Stored data entries:

╭──

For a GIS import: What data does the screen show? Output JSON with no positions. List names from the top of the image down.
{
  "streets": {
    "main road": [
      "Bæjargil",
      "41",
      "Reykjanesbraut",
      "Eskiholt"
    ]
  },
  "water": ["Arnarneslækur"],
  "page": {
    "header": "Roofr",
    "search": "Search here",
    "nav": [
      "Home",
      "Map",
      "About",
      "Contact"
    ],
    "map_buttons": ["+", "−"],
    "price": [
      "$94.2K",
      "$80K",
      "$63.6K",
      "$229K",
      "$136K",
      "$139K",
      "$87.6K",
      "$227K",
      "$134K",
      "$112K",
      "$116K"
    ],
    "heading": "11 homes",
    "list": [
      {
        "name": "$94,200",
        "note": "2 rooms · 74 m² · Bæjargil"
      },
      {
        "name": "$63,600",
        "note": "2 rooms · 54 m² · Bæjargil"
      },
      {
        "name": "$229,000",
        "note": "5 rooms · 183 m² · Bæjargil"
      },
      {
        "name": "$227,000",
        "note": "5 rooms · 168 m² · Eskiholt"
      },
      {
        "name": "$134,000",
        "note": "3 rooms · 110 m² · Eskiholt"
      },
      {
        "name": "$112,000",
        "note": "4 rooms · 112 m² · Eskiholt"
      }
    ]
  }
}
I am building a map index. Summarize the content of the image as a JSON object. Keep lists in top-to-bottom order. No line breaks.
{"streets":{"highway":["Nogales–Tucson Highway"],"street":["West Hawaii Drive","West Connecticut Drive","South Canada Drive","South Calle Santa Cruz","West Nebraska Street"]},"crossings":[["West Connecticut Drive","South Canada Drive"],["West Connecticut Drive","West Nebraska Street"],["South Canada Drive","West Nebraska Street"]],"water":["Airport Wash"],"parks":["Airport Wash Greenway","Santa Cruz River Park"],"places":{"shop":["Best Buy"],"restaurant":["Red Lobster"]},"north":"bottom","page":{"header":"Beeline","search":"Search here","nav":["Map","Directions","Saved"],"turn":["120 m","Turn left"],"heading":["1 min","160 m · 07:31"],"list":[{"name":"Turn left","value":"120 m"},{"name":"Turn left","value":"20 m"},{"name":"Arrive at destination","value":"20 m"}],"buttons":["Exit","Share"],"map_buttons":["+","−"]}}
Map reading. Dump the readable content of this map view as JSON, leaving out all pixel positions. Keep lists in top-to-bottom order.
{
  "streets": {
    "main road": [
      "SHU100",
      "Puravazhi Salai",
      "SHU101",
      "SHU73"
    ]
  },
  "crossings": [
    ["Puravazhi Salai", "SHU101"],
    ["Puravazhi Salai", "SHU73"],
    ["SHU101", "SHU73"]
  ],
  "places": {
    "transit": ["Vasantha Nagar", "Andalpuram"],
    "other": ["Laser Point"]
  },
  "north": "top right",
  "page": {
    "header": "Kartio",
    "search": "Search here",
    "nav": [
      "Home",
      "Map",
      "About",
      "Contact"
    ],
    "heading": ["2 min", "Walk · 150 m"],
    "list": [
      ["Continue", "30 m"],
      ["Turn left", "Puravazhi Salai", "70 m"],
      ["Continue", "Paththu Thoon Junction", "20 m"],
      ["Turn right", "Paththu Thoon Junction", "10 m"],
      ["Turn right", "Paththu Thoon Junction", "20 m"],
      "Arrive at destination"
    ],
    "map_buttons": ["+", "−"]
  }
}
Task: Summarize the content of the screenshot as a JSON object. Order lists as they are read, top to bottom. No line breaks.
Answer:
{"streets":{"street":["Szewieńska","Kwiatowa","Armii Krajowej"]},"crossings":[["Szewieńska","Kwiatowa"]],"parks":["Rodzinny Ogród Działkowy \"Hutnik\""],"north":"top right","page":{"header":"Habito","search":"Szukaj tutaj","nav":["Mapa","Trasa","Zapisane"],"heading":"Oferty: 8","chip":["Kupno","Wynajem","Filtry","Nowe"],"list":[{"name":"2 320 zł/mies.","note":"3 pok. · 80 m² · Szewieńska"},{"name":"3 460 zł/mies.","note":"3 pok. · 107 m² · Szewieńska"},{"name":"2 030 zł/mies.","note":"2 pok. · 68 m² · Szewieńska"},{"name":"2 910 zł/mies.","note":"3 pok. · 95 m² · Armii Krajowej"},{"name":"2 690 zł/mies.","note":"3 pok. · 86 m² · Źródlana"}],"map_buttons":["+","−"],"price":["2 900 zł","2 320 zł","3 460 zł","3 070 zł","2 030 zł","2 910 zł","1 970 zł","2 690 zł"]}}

╰──

* Assignment:
Return all of the data precisely as it appears.

* Answer to this problem:
For a GIS import: What data does the screen show? Output JSON with no positions. List names from the top of the image down.
{
  "streets": {
    "main road": [
      "Bæjargil",
      "41",
      "Reykjanesbraut",
      "Eskiholt"
    ]
  },
  "water": ["Arnarneslækur"],
  "page": {
    "header": "Roofr",
    "search": "Search here",
    "nav": [
      "Home",
      "Map",
      "About",
      "Contact"
    ],
    "map_buttons": ["+", "−"],
    "price": [
      "$94.2K",
      "$80K",
      "$63.6K",
      "$229K",
      "$136K",
      "$139K",
      "$87.6K",
      "$227K",
      "$134K",
      "$112K",
      "$116K"
    ],
    "heading": "11 homes",
    "list": [
      {
        "name": "$94,200",
        "note": "2 rooms · 74 m² · Bæjargil"
      },
      {
        "name": "$63,600",
        "note": "2 rooms · 54 m² · Bæjargil"
      },
      {
        "name": "$229,000",
        "note": "5 rooms · 183 m² · Bæjargil"
      },
      {
        "name": "$227,000",
        "note": "5 rooms · 168 m² · Eskiholt"
      },
      {
        "name": "$134,000",
        "note": "3 rooms · 110 m² · Eskiholt"
      },
      {
        "name": "$112,000",
        "note": "4 rooms · 112 m² · Eskiholt"
      }
    ]
  }
}
I am building a map index. Summarize the content of the image as a JSON object. Keep lists in top-to-bottom order. No line breaks.
{"streets":{"highway":["Nogales–Tucson Highway"],"street":["West Hawaii Drive","West Connecticut Drive","South Canada Drive","South Calle Santa Cruz","West Nebraska Street"]},"crossings":[["West Connecticut Drive","South Canada Drive"],["West Connecticut Drive","West Nebraska Street"],["South Canada Drive","West Nebraska Street"]],"water":["Airport Wash"],"parks":["Airport Wash Greenway","Santa Cruz River Park"],"places":{"shop":["Best Buy"],"restaurant":["Red Lobster"]},"north":"bottom","page":{"header":"Beeline","search":"Search here","nav":["Map","Directions","Saved"],"turn":["120 m","Turn left"],"heading":["1 min","160 m · 07:31"],"list":[{"name":"Turn left","value":"120 m"},{"name":"Turn left","value":"20 m"},{"name":"Arrive at destination","value":"20 m"}],"buttons":["Exit","Share"],"map_buttons":["+","−"]}}
Map reading. Dump the readable content of this map view as JSON, leaving out all pixel positions. Keep lists in top-to-bottom order.
{
  "streets": {
    "main road": [
      "SHU100",
      "Puravazhi Salai",
      "SHU101",
      "SHU73"
    ]
  },
  "crossings": [
    ["Puravazhi Salai", "SHU101"],
    ["Puravazhi Salai", "SHU73"],
    ["SHU101", "SHU73"]
  ],
  "places": {
    "transit": ["Vasantha Nagar", "Andalpuram"],
    "other": ["Laser Point"]
  },
  "north": "top right",
  "page": {
    "header": "Kartio",
    "search": "Search here",
    "nav": [
      "Home",
      "Map",
      "About",
      "Contact"
    ],
    "heading": ["2 min", "Walk · 150 m"],
    "list": [
      ["Continue", "30 m"],
      ["Turn left", "Puravazhi Salai", "70 m"],
      ["Continue", "Paththu Thoon Junction", "20 m"],
      ["Turn right", "Paththu Thoon Junction", "10 m"],
      ["Turn right", "Paththu Thoon Junction", "20 m"],
      "Arrive at destination"
    ],
    "map_buttons": ["+", "−"]
  }
}
Task: Summarize the content of the screenshot as a JSON object. Order lists as they are read, top to bottom. No line breaks.
Answer:
{"streets":{"street":["Szewieńska","Kwiatowa","Armii Krajowej"]},"crossings":[["Szewieńska","Kwiatowa"]],"parks":["Rodzinny Ogród Działkowy \"Hutnik\""],"north":"top right","page":{"header":"Habito","search":"Szukaj tutaj","nav":["Mapa","Trasa","Zapisane"],"heading":"Oferty: 8","chip":["Kupno","Wynajem","Filtry","Nowe"],"list":[{"name":"2 320 zł/mies.","note":"3 pok. · 80 m² · Szewieńska"},{"name":"3 460 zł/mies.","note":"3 pok. · 107 m² · Szewieńska"},{"name":"2 030 zł/mies.","note":"2 pok. · 68 m² · Szewieńska"},{"name":"2 910 zł/mies.","note":"3 pok. · 95 m² · Armii Krajowej"},{"name":"2 690 zł/mies.","note":"3 pok. · 86 m² · Źródlana"}],"map_buttons":["+","−"],"price":["2 900 zł","2 320 zł","3 460 zł","3 070 zł","2 030 zł","2 910 zł","1 970 zł","2 690 zł"]}}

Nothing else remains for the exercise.